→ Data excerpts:
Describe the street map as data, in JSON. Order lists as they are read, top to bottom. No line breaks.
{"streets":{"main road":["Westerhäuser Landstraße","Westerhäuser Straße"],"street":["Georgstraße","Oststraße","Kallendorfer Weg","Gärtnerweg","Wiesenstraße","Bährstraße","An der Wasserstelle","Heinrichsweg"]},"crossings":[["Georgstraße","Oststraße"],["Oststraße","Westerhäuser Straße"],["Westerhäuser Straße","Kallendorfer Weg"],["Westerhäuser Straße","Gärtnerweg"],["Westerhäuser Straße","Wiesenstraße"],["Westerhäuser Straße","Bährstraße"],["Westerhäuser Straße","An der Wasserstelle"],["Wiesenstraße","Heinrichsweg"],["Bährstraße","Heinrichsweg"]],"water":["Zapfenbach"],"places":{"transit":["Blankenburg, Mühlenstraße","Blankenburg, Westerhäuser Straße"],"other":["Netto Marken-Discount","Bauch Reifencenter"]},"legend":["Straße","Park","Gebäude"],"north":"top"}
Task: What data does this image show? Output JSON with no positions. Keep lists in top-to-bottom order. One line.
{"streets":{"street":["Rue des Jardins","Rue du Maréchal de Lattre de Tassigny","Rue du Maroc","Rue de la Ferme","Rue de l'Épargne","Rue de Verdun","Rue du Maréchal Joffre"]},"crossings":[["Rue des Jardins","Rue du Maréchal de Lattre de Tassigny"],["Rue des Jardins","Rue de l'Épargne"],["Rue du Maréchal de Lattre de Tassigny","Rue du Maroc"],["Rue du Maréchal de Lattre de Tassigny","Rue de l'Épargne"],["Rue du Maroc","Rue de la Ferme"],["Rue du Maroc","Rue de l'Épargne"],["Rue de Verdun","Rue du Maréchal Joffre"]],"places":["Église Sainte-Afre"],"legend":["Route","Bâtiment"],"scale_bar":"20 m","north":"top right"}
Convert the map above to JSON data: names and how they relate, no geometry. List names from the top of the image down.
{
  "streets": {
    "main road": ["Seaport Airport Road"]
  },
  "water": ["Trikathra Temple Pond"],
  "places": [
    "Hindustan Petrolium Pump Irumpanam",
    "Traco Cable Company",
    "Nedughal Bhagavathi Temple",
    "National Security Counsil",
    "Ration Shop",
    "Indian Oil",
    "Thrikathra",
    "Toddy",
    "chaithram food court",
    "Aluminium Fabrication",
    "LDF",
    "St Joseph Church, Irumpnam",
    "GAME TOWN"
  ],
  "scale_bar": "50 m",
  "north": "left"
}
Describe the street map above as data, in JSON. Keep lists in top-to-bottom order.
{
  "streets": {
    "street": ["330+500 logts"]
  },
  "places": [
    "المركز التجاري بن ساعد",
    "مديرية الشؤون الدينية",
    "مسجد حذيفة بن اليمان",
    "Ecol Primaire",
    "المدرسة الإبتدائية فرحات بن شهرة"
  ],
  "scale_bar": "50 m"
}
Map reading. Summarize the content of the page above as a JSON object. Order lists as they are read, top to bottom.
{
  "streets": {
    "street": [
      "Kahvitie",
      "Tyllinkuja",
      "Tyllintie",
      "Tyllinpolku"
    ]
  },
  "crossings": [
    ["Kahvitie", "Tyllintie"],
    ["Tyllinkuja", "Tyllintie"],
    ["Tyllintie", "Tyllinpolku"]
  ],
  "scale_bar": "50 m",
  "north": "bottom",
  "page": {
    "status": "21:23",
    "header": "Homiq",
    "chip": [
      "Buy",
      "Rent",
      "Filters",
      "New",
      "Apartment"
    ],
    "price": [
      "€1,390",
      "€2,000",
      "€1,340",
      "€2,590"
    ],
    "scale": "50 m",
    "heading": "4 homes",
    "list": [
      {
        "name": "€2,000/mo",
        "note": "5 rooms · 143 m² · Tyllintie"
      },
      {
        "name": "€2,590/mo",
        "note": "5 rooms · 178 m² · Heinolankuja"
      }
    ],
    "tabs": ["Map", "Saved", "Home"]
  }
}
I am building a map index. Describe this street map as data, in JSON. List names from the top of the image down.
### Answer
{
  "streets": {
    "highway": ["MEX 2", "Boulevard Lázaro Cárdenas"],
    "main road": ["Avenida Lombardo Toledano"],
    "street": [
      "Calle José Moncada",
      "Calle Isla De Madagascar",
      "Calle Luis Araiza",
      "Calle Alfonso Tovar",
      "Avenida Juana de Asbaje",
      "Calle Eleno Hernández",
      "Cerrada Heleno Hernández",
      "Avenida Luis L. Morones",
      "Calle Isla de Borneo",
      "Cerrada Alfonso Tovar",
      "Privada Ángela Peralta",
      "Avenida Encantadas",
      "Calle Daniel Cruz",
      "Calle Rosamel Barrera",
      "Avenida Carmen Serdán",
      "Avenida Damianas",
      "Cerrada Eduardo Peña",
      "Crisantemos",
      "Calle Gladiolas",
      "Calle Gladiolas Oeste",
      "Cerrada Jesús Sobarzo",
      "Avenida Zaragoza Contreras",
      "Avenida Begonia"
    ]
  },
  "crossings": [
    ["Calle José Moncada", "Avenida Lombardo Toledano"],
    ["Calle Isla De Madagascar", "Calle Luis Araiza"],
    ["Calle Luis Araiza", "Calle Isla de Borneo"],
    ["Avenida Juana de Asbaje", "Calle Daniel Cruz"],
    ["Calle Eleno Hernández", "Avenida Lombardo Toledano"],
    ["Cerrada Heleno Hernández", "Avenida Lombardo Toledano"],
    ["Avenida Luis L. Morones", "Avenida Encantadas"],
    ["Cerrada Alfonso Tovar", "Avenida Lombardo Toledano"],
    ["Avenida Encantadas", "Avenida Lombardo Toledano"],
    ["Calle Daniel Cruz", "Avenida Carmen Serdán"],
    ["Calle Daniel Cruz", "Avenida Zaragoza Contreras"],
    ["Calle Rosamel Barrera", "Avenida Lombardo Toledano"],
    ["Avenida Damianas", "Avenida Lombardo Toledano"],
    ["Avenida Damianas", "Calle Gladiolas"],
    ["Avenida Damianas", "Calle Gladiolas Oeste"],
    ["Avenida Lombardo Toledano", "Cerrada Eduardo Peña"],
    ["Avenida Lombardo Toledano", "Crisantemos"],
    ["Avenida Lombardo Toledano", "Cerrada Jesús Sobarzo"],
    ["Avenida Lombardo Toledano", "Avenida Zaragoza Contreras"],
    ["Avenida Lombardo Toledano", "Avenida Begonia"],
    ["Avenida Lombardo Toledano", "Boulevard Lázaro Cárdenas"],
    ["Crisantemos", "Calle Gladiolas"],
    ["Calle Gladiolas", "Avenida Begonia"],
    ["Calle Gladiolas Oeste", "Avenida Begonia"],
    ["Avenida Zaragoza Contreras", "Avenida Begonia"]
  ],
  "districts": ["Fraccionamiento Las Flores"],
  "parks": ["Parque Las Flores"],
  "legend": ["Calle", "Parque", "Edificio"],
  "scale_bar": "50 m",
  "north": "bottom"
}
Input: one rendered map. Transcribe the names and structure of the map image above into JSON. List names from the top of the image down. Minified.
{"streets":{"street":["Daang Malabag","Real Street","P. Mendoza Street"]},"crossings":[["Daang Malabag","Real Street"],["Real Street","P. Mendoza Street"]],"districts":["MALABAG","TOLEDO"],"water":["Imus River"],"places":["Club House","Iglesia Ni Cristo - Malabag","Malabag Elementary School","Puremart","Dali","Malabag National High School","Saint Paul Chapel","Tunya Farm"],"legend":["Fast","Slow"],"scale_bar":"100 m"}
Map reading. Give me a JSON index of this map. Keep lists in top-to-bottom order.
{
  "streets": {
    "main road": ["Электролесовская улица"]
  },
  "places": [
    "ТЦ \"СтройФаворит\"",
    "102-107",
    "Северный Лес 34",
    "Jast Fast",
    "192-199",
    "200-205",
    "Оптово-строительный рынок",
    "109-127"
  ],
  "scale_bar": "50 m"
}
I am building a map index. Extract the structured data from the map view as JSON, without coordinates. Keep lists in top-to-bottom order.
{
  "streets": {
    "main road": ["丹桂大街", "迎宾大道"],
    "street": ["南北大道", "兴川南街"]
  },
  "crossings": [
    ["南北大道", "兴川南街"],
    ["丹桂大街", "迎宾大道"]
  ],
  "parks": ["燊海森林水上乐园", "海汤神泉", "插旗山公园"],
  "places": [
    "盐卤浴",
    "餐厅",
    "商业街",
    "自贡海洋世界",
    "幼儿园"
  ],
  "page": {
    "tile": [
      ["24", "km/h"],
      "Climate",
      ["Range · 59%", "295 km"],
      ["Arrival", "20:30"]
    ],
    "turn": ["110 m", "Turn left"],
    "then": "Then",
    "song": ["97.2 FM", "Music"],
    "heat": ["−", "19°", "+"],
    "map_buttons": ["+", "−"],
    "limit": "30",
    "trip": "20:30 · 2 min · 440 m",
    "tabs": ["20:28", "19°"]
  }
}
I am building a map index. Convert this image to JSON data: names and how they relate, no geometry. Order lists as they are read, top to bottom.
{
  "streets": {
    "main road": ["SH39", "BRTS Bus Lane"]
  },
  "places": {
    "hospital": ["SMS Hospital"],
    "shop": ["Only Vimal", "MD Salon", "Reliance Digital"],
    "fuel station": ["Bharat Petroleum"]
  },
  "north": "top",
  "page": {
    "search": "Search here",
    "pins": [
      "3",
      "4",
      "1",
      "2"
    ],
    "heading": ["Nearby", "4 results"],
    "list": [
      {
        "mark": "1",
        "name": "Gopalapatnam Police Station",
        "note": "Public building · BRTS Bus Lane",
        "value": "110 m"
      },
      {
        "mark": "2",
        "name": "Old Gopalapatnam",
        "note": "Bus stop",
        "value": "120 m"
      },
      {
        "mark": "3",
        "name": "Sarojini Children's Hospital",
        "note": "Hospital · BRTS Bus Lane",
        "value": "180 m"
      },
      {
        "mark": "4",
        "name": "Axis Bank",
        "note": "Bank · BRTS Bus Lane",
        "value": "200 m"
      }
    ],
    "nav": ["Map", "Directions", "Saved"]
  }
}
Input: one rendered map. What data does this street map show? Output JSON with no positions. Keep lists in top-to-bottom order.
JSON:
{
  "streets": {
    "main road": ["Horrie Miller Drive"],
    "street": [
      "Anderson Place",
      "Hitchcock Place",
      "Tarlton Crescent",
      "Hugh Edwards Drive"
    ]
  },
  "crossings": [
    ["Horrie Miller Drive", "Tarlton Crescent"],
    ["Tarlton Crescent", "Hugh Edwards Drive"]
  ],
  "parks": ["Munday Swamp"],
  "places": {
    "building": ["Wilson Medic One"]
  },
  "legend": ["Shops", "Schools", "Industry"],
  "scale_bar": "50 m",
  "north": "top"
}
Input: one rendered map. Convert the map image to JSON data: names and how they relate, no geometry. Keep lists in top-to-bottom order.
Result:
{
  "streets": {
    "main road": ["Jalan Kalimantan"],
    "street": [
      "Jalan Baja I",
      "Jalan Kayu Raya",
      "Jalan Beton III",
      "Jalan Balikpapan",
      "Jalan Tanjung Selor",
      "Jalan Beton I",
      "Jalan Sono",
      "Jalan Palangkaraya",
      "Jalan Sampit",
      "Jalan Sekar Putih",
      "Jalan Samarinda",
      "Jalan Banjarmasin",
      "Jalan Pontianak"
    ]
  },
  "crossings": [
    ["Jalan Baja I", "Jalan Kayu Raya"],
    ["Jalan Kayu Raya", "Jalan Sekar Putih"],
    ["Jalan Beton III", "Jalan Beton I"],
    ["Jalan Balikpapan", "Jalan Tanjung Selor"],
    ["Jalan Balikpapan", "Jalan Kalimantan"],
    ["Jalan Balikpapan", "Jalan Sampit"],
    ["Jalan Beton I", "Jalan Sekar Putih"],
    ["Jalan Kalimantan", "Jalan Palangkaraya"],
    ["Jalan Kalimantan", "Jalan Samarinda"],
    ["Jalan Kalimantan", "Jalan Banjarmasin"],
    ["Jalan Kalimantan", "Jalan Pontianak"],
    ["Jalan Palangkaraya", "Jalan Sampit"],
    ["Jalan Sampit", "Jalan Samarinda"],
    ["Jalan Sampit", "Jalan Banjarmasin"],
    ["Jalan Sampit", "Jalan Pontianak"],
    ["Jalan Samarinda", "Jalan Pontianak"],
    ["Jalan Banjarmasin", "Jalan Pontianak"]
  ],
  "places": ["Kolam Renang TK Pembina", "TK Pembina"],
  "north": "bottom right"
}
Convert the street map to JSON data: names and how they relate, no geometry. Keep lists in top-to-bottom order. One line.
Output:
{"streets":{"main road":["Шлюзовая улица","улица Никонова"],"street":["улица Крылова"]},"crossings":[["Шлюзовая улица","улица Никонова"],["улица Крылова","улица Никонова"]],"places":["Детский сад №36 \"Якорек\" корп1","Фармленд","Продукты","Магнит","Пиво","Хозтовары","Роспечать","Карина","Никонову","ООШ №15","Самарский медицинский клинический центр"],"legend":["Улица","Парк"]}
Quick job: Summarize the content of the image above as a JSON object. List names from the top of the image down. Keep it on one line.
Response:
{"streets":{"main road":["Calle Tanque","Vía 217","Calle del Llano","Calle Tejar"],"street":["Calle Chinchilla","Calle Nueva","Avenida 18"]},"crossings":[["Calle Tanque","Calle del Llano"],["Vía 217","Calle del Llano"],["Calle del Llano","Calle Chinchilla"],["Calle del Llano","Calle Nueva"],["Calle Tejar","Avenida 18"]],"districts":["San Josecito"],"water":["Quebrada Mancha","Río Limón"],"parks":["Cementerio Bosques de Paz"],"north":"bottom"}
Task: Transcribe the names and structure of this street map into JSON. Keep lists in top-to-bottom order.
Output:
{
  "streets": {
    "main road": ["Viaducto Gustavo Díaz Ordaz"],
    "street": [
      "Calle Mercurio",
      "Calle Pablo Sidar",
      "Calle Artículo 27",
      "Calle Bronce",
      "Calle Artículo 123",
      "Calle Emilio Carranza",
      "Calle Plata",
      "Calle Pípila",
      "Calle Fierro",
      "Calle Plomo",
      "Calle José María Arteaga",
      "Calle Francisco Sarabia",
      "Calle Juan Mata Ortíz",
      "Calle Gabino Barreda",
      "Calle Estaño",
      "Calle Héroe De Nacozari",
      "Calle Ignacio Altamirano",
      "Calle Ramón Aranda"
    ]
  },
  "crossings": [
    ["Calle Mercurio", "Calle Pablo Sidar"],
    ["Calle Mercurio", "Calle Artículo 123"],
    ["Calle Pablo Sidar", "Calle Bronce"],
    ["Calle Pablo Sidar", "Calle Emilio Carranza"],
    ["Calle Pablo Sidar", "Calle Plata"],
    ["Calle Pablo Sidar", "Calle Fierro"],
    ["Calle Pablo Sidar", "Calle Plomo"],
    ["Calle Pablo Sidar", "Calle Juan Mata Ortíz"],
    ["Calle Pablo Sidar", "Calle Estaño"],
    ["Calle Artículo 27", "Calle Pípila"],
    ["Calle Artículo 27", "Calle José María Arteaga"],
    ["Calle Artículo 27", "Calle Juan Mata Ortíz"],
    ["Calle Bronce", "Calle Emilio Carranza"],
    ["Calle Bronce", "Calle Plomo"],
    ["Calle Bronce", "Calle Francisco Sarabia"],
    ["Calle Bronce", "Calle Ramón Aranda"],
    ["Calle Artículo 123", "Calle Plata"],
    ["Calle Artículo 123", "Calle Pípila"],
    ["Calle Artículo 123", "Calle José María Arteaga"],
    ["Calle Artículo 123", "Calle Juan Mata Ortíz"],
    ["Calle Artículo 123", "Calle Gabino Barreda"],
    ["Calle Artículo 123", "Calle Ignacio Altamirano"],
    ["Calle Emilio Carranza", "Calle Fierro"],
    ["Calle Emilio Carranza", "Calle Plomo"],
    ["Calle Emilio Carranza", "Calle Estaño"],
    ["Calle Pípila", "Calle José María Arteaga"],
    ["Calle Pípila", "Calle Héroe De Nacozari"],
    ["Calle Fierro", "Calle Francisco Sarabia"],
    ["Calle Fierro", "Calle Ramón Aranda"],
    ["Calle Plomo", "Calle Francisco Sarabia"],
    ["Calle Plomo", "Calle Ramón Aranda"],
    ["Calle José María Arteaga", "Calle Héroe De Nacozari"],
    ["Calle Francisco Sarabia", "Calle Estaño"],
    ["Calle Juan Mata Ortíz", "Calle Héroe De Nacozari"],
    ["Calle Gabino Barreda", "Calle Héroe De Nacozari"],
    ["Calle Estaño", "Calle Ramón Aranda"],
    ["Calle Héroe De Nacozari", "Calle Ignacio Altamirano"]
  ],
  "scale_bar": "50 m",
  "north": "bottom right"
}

→ Aim of the task:
Write down every line of the data above that includes the string "Tanjung".

→ Solution for this problem:
      "Jalan Tanjung Selor",
    ["Jalan Balikpapan", "Jalan Tanjung Selor"],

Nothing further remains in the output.